Yes of course. If you had access to Paul’s letter to the Rome church from his hand and you copied it by hand in the manner of that time, would you claim inspiration from God for your labor as the Church claims for Paul? If not then how can you claim it for the
result of your labor? It is merely a copy of the inspired original. If accurate however, a copy conveys God’s Word just as effectively.
Since none of the originals are available for inspection, this is what Christian fundamentalists often use as an “out” for problems related to inspiration and textual variants… these texts are the ones imagined to have been inspired.
Not being a Christian fundamentalist—at least not in the way the term is usually understood—I wouldn’t know about that. Fortunately the Church, guided by the same Holy Spirit which inspired the Sacred Authors, has definitively identified Sacred Scripture.
If you have ever written anything and think about the human process of writing, even the whole idea of “an original” itself is a bit cloudy…
I do not focus on “the human process of writing” when I ponder the origin of Scripture. Rather, concerning the Sacred Books
“being written under the inspiration of the Holy Ghost, they have God for their author and as such have been delivered to the Church.”…and that these are His own oracles and words - a Letter, written by our heavenly Father, and transmitted by the sacred writers to the human race in its pilgrimage so far from its heavenly country.—
Providentissimus Deus
And from the same encyclical:
For, by supernatural power, He [the Holy Spirit] so moved and impelled them to write-He was so present to them-that the things which He ordered, and those only, they, first, rightly understood, then willed faithfully to write down, and finally expressed in apt words and with infallible truth.
I just don’t picture the Sacred Authors sweating through multiple rewrites.
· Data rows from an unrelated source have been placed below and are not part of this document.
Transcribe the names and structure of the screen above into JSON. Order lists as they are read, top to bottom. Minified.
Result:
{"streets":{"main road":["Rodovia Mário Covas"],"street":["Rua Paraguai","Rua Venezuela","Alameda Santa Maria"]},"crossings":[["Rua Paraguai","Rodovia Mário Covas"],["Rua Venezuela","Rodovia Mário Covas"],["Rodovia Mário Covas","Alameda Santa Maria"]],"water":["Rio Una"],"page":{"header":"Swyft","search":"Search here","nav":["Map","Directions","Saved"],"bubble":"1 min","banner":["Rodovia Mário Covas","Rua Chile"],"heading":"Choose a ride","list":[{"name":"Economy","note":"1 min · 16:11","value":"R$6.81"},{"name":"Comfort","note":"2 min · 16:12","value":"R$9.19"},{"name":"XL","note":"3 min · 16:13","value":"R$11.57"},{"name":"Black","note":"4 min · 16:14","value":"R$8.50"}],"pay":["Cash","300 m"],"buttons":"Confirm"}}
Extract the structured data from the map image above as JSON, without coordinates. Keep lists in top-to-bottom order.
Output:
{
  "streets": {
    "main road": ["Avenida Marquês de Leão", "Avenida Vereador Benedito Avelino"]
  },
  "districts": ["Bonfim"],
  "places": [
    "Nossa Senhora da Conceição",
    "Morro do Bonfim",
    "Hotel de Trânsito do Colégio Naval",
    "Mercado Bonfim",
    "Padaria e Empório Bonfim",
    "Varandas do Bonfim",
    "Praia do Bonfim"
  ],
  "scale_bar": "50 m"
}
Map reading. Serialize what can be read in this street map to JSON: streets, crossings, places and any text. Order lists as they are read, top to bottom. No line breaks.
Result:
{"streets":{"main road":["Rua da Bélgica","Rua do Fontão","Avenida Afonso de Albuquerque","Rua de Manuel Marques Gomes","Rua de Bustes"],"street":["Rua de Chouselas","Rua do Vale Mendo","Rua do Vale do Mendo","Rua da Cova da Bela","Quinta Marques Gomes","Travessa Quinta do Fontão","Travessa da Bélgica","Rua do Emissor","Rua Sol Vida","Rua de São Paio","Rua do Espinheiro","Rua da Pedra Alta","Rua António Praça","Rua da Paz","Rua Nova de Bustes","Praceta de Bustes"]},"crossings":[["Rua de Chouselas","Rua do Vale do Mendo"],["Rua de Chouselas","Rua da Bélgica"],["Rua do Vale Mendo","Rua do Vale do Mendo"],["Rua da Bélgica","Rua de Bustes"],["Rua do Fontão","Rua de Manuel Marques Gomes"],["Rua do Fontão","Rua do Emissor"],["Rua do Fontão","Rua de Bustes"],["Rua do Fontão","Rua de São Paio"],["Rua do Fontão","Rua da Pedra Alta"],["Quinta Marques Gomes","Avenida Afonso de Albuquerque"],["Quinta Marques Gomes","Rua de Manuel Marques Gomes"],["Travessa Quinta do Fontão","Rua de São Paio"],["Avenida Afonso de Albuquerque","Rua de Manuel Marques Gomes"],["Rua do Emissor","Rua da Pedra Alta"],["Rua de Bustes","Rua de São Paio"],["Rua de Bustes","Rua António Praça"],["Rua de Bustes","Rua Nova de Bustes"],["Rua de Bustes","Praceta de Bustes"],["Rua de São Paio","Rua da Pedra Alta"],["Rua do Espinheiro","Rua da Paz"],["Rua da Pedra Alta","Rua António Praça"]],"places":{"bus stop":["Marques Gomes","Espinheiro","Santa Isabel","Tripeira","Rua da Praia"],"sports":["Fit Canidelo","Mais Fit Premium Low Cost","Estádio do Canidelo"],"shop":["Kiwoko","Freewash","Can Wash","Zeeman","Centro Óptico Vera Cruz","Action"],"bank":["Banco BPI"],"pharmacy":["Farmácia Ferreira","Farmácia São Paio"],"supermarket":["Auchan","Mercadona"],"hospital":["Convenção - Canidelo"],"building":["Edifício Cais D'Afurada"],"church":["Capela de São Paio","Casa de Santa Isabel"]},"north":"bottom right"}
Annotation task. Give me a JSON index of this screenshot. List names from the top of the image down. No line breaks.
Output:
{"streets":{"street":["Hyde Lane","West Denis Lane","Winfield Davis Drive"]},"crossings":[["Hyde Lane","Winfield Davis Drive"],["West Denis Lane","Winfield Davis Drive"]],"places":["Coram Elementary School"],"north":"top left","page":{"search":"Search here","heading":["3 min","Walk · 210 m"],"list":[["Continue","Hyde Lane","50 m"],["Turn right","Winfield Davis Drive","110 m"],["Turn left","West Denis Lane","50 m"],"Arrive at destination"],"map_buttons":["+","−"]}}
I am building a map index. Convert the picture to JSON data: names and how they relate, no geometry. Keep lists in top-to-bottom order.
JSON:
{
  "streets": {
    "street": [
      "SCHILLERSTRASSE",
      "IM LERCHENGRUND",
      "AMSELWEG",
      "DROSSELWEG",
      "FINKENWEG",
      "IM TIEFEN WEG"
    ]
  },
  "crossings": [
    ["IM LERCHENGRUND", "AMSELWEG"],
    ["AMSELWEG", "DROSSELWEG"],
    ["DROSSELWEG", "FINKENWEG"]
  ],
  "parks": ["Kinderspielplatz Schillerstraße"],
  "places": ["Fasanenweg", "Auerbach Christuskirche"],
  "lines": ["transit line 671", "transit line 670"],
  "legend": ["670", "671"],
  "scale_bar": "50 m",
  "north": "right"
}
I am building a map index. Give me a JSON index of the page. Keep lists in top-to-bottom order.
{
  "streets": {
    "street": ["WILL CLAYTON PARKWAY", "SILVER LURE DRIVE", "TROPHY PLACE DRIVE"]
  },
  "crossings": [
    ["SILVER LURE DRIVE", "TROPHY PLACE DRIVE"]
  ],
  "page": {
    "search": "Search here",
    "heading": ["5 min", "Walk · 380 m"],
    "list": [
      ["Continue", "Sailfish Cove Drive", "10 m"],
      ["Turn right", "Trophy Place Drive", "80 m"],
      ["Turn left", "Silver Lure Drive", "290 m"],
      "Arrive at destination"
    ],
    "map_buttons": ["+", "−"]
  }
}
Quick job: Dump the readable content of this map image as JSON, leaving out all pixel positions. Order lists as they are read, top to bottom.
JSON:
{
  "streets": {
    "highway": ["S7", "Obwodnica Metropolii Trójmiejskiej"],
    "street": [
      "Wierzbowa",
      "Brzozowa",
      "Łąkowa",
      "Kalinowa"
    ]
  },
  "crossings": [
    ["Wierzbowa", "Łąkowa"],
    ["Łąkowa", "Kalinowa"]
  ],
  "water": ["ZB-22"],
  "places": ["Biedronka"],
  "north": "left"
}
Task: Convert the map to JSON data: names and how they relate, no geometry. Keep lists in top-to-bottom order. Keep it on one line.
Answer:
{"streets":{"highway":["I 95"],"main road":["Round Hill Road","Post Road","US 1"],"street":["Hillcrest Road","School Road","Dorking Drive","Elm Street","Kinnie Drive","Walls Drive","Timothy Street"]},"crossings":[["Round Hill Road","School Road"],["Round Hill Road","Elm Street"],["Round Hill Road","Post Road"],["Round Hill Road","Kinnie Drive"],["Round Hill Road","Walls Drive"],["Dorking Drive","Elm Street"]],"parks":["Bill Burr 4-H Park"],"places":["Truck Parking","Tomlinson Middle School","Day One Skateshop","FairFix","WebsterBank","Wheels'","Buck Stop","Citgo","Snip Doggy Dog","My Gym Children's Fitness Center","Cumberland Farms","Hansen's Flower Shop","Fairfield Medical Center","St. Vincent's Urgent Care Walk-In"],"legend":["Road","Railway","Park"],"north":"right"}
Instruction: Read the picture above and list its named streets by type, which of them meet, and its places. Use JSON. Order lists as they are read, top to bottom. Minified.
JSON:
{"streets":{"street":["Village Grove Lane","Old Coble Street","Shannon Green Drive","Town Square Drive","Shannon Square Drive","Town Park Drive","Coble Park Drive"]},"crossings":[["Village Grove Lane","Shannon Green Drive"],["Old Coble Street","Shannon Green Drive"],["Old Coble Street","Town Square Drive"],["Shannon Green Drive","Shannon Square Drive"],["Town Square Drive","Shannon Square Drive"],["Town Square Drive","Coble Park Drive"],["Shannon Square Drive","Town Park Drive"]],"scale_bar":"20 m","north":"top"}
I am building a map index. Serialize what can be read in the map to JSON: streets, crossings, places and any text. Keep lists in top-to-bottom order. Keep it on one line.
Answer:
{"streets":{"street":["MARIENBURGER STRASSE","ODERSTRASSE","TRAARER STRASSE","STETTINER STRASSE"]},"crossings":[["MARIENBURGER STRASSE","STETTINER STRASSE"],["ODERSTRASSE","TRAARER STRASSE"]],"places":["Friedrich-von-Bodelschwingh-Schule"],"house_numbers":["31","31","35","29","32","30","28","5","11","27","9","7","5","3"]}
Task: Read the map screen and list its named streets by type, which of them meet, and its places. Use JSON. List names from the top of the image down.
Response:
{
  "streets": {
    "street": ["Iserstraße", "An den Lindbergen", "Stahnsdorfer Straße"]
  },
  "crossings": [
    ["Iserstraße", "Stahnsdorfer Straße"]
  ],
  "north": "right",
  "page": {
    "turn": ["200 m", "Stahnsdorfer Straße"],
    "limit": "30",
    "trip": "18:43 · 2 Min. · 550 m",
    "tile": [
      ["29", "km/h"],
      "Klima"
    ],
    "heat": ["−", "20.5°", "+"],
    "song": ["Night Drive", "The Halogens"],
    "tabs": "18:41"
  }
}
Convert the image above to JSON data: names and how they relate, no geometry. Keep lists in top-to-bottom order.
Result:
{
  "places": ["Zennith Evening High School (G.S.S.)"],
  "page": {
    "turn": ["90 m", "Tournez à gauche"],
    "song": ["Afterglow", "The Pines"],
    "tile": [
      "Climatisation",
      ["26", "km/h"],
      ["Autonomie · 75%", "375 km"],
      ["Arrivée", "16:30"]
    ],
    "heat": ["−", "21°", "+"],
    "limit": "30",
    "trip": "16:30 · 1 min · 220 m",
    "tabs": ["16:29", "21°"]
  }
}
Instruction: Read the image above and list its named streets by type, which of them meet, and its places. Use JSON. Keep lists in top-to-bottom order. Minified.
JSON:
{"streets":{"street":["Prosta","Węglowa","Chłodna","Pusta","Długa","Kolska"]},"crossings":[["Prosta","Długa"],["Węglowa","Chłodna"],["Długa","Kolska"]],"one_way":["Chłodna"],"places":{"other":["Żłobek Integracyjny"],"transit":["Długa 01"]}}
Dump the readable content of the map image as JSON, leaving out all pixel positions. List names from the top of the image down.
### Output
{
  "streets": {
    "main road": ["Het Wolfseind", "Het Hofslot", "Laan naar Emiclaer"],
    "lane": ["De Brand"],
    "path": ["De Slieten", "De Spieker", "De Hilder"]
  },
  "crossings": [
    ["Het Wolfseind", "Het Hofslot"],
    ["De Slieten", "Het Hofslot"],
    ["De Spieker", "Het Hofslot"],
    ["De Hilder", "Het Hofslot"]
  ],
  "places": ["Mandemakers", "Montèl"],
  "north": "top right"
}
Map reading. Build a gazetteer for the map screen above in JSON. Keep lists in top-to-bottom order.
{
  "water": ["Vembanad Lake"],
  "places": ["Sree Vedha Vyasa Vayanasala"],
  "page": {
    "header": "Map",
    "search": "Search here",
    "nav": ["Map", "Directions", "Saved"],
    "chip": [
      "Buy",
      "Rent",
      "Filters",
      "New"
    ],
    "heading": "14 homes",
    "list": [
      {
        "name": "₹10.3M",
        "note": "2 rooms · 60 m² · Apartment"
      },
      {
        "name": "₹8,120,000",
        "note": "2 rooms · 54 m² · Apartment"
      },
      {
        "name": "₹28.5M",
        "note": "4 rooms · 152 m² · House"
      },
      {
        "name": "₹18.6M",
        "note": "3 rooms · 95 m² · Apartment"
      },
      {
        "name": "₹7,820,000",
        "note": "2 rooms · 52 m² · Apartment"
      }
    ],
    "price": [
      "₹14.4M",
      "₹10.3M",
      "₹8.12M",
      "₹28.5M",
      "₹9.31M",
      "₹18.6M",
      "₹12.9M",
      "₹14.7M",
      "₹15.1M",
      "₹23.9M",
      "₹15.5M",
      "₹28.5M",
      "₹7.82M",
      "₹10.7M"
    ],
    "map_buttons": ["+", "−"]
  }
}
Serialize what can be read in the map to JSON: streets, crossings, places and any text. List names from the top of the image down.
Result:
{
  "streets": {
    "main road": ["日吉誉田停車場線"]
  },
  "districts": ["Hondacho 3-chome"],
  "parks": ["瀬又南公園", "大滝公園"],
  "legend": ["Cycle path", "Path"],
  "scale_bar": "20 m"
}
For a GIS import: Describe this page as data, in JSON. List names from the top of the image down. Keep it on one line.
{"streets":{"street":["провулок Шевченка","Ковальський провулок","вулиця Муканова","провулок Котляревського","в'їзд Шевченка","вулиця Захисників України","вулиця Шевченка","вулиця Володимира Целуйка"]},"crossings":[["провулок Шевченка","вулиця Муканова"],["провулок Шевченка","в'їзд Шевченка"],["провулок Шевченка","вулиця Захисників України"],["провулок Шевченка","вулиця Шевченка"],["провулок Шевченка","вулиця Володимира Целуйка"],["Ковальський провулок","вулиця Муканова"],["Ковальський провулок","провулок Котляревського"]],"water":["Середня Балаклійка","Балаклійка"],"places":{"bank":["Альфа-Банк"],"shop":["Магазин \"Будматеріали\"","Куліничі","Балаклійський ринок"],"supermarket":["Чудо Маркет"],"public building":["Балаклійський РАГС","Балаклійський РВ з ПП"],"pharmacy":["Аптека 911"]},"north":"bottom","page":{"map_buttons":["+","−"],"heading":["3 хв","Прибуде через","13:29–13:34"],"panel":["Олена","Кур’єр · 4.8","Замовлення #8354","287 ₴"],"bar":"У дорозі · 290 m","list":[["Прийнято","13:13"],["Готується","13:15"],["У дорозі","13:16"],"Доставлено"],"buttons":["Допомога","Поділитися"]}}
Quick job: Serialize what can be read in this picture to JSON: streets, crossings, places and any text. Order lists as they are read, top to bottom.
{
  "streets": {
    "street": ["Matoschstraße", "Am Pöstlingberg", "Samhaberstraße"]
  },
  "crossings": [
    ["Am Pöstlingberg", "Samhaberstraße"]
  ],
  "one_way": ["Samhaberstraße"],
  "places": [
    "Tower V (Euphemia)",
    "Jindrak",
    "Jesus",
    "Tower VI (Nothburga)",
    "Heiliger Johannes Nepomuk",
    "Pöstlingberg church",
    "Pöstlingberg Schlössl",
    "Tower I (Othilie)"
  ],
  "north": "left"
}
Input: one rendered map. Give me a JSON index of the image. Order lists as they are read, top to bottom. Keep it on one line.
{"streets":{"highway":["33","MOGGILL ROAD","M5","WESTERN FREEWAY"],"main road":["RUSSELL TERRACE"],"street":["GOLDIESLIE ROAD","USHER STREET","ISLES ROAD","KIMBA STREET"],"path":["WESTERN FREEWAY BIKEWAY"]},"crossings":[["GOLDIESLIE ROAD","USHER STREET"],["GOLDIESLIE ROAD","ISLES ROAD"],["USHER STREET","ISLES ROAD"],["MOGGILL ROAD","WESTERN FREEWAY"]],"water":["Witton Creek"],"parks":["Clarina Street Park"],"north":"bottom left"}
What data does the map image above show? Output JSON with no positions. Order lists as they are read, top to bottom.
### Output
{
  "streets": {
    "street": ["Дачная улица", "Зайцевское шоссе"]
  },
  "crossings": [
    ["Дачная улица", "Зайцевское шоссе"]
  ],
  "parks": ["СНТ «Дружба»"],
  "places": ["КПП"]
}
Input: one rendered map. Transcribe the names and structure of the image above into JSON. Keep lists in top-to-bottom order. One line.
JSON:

And I thought you said that the Tridentine Vulgate was THE authoritative manuscript? Since there are obvious differences between the Tridentine Vulgate and the original Vulgate (thus the need for editions like the Nova Vulgata) to say nothing of differences between the Latin translation and the Hebrew and Greek texts, it seems to me that you can’t have everything be inspired if they all differ from each other.
I simply pointed out that in the matter of accurate presentation of Sacred Scripture, the Church has said the Vulgate is authentic among Latin editions of the time for “public lectures, disputations, sermons and expositions.” And that that statement has in no way been invalidated subsequently. The Tridentine Fathers also decreed:
But if any one receive not, as sacred and canonical, the said books entire with all their parts, as they have been used to be read in the Catholic Church, and as they are contained in the old Latin vulgate edition; and knowingly and deliberately contemn the traditions aforesaid; let him be anathema.That’s good enough for me, anyway. Will the Church ever stop trying to more deeply plumb the meaning of God’s Word through study using every tool? No. By the way, take note that Trent referred to the Vulgate “now in circulation” (16th century) as the “old and vulgate edition, which, by the lengthened usage of so many ages, has been approved of in the Church.” It seems in the Vulgate the modern church sees a continuity from Jerome that you do not. Perhaps the Nova Vulgata is viewed in the Church in the same way?
And what about the significant textual variants that already existed before the time of Christ and before the Church even came on the scene…I’m not saying these are necessarily anyone’s fault–it’s just human nature. We make mistakes. Lots of mistakes.
Another reason to not assign inspiration to a copy much less a translation.
You can’t have your cake and eat it too; it’s either Trent or the originals or something else OR you have to admit the limitations of being able to know what is or is not inspired.
I have already spoken of the authoritative role of the Church—“to whom the transmission and interpretation of Revelation is entrusted”—in identifying and safeguarding Scripture. (CCC
82) I take your skepticism on this point as a mark of your Protestantism.
…to a non-Catholic, this just reads like an elaborate dance around the fact that the Tridentine Vulgate doesn’t agree with other editions of the Vulgate, nor with the Hebrew or Greek texts.
By Tridentine Vulgate I assume you refer to the Clementine Vulgate, the fruit of Trent’s decree that “Sacred Scripture, especially this well-known Old Latin Vulgate edition, shall be published as correctly as possible.” The point of this directive at the time was to produce the official version of the Vulgate and bring order out of the various Vulgate editions that over so long a time had come into use (human mistakes, remember). You might find the history of this process interesting as outlined in
this article.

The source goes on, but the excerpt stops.